▸ TO DO: Entries follow. Return each line that contains the word "Elevation".

▸ EXTRACTED RECORDS:
/---

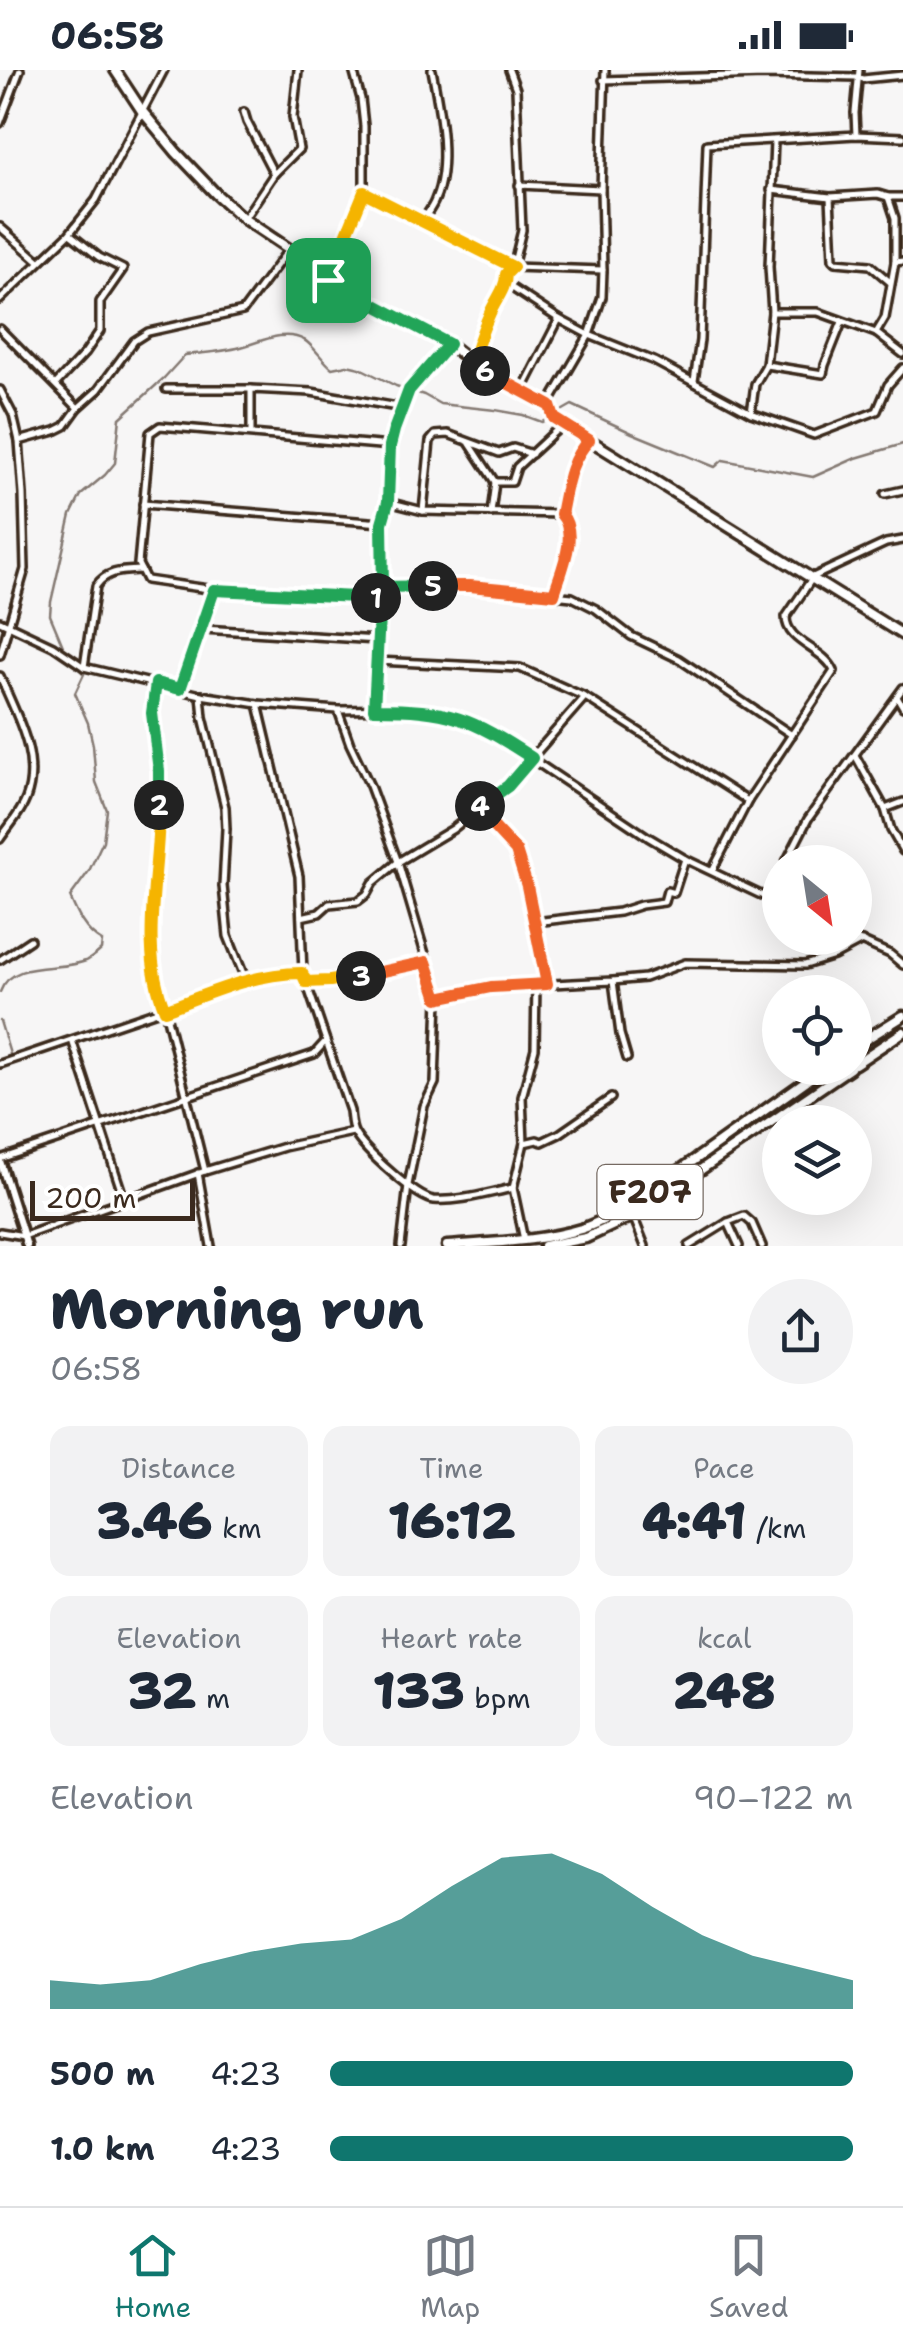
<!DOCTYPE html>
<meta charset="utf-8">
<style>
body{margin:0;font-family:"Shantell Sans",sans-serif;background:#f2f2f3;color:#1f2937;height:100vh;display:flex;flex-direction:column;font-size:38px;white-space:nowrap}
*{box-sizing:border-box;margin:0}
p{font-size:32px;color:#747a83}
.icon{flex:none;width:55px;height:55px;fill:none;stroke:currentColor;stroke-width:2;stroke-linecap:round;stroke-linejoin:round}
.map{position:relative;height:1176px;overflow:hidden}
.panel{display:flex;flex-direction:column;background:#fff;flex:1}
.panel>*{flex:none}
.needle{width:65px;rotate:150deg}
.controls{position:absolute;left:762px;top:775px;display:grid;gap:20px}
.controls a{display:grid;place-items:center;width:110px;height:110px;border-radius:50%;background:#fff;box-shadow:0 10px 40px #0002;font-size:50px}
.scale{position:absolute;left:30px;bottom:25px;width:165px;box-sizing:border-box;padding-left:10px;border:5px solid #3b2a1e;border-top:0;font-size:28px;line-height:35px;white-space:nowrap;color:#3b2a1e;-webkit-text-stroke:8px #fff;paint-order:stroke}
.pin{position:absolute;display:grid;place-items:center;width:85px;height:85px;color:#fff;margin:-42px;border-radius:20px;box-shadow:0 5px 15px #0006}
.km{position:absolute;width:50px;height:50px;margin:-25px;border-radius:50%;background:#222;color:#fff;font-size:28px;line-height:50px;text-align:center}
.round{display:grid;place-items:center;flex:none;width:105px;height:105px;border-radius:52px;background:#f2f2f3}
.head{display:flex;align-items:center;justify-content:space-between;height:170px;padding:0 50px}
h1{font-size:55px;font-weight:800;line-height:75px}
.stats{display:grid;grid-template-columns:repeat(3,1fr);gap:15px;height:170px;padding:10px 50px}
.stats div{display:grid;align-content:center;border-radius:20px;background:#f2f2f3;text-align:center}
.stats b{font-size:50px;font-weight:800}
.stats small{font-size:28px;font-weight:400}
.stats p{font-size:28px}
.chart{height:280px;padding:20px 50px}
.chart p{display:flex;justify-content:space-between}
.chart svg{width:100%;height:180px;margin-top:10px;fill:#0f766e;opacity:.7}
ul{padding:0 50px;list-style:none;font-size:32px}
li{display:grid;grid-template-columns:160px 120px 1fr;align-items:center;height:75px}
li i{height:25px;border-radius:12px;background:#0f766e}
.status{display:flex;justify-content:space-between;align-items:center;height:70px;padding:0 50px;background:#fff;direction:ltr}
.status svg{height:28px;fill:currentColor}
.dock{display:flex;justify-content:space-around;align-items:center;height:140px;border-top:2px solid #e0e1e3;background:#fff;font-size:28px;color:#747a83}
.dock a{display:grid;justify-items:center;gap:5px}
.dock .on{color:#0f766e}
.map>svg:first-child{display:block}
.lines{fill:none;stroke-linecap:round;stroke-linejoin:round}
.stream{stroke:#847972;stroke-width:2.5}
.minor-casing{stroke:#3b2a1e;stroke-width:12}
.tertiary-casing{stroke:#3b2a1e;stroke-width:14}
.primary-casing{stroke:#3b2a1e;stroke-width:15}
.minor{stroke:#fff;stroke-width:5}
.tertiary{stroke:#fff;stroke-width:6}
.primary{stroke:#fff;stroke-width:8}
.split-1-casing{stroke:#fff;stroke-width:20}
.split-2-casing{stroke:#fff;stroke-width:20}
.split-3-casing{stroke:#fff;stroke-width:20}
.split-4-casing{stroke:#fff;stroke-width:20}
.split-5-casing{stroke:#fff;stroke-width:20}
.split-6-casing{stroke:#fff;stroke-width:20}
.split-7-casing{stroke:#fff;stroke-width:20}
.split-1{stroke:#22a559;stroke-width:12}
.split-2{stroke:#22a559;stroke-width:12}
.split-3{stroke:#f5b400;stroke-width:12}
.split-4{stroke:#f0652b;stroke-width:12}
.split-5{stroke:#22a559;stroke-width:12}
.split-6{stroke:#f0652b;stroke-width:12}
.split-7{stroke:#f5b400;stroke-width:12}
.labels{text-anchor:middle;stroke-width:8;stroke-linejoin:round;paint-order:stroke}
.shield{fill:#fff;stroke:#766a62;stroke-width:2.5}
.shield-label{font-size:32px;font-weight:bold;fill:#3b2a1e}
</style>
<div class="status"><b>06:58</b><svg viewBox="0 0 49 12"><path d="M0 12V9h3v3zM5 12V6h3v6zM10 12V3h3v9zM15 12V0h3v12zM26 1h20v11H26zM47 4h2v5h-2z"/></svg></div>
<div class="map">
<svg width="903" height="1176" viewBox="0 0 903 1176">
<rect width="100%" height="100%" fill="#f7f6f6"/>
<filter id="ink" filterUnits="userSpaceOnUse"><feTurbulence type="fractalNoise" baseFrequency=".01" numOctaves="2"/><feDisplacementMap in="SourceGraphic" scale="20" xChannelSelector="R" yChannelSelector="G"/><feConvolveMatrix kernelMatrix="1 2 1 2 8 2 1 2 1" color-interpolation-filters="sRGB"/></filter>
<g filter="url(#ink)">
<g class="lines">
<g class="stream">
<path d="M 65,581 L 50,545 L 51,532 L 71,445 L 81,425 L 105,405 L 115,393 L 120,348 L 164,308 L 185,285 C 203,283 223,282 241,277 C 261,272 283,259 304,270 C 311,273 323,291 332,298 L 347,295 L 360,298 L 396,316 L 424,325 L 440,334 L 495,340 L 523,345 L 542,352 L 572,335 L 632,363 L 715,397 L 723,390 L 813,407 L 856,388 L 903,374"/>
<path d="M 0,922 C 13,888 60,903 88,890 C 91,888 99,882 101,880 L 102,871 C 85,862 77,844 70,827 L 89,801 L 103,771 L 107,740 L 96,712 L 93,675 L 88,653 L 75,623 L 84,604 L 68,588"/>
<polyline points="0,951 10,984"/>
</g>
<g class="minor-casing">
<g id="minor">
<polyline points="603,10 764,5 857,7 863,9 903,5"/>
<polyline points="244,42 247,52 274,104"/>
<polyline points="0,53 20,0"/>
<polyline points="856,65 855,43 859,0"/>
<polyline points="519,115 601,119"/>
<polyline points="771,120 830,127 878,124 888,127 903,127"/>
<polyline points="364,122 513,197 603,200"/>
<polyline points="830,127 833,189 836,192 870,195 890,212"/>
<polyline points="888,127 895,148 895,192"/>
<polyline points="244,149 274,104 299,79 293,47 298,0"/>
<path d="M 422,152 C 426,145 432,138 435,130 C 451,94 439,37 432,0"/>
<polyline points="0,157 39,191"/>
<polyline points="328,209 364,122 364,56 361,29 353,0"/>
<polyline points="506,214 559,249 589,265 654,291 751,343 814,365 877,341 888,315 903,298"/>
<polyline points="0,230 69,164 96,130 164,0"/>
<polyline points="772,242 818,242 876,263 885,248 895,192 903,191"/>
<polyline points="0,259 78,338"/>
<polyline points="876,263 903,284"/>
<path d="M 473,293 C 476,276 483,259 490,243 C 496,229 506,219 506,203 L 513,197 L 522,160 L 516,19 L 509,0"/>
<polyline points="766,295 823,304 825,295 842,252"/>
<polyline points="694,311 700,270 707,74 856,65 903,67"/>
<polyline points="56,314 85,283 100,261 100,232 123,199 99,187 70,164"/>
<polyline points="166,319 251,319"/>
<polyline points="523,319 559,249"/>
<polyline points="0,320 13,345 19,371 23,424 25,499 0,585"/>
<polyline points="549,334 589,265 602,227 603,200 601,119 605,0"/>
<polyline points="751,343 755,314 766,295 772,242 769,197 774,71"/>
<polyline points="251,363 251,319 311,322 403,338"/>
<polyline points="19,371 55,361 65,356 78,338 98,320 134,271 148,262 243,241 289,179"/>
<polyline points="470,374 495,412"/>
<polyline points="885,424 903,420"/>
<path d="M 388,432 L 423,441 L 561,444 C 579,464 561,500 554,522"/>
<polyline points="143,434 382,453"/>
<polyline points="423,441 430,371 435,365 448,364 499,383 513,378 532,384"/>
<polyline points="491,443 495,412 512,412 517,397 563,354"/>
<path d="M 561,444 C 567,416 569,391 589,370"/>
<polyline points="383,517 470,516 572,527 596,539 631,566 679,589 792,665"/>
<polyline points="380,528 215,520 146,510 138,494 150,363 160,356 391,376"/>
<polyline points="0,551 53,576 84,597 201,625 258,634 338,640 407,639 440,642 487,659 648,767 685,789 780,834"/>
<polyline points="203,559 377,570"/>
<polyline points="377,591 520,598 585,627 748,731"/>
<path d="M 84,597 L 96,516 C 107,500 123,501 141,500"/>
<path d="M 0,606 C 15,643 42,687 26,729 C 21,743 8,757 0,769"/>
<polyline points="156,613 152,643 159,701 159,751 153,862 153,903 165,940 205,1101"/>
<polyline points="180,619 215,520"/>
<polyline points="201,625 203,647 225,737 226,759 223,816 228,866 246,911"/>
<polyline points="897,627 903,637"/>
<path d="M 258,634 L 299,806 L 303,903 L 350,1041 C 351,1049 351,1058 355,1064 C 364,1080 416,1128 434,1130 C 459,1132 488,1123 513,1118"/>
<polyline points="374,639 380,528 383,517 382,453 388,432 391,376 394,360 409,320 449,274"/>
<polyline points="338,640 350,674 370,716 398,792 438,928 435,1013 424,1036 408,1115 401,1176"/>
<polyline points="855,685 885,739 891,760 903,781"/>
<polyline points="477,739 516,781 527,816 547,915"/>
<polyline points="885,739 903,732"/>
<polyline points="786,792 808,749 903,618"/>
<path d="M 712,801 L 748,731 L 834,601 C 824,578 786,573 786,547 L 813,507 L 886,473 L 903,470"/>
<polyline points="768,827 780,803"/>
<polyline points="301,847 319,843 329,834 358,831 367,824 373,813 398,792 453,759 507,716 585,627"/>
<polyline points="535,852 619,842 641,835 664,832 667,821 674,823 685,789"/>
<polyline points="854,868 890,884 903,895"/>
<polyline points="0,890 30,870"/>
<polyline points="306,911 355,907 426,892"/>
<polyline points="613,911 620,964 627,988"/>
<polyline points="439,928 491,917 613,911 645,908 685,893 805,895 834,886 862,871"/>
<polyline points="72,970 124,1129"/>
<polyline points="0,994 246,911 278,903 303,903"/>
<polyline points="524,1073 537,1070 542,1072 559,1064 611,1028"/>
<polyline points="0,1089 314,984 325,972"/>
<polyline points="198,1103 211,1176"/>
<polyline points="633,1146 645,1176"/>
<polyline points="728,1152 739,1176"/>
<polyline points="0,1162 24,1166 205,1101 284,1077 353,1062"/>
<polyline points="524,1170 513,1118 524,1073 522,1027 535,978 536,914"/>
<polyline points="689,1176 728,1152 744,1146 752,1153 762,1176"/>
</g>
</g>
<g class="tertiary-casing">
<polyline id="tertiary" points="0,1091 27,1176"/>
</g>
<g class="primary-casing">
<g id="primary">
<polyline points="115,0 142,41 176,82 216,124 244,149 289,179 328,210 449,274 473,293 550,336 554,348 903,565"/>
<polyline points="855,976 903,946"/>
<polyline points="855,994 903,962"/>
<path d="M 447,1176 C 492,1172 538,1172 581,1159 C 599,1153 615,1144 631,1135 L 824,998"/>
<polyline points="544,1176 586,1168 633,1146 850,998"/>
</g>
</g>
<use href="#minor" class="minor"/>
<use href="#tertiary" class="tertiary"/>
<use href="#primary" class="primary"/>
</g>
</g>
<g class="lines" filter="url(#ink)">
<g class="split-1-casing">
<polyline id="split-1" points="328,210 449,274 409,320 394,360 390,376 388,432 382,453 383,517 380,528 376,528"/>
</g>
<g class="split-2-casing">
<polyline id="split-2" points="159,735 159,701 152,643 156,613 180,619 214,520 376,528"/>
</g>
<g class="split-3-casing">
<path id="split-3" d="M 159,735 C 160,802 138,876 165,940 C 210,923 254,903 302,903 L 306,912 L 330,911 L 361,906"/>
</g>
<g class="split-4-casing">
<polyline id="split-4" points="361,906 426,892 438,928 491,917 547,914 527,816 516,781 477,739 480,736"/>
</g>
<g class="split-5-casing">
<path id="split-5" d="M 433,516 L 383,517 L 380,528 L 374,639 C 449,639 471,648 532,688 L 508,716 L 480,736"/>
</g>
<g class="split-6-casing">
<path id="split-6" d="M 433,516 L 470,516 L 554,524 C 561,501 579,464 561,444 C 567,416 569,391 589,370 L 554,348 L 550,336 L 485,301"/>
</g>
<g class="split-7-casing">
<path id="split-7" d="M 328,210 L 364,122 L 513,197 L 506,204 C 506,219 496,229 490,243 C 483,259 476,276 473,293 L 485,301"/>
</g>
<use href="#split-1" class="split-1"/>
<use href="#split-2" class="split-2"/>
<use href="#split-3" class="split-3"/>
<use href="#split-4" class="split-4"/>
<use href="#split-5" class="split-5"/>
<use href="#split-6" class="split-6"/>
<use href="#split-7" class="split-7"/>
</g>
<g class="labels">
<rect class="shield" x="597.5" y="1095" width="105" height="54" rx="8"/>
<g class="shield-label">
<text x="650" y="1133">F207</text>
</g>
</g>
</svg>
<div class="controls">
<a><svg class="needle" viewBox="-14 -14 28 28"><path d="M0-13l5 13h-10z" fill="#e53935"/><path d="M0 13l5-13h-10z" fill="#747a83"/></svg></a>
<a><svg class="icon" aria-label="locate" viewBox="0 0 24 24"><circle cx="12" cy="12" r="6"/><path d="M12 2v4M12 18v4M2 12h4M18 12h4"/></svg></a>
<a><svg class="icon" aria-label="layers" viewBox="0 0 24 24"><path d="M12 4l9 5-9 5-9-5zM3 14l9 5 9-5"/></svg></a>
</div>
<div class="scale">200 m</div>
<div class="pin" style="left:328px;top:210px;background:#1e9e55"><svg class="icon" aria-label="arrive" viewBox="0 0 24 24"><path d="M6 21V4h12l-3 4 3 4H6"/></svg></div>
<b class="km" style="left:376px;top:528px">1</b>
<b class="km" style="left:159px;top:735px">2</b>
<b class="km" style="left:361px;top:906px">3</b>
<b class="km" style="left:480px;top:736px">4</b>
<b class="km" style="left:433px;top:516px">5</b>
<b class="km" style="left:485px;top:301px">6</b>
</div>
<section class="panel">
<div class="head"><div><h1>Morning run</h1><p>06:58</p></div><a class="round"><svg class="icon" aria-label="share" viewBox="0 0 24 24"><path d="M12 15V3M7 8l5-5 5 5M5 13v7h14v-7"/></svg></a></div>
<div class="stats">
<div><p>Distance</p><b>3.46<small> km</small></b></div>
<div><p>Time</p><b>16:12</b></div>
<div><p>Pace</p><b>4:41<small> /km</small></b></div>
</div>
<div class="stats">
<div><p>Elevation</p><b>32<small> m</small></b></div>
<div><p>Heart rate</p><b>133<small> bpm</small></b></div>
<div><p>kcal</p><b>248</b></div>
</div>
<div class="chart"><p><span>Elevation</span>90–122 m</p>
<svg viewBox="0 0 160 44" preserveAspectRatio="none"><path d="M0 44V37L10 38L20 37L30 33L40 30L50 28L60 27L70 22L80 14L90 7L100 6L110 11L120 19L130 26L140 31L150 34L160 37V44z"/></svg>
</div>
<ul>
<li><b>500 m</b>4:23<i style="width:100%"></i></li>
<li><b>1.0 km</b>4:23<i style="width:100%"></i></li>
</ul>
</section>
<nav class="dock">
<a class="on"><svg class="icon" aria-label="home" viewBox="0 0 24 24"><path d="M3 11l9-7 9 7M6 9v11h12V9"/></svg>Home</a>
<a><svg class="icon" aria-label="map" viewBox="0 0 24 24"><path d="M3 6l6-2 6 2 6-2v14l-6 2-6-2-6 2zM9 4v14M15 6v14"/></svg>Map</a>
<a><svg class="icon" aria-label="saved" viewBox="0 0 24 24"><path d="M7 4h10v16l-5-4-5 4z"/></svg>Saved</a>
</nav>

\---

▸ RESULT:
<div><p>Elevation</p><b>32<small> m</small></b></div>
<div class="chart"><p><span>Elevation</span>90–122 m</p>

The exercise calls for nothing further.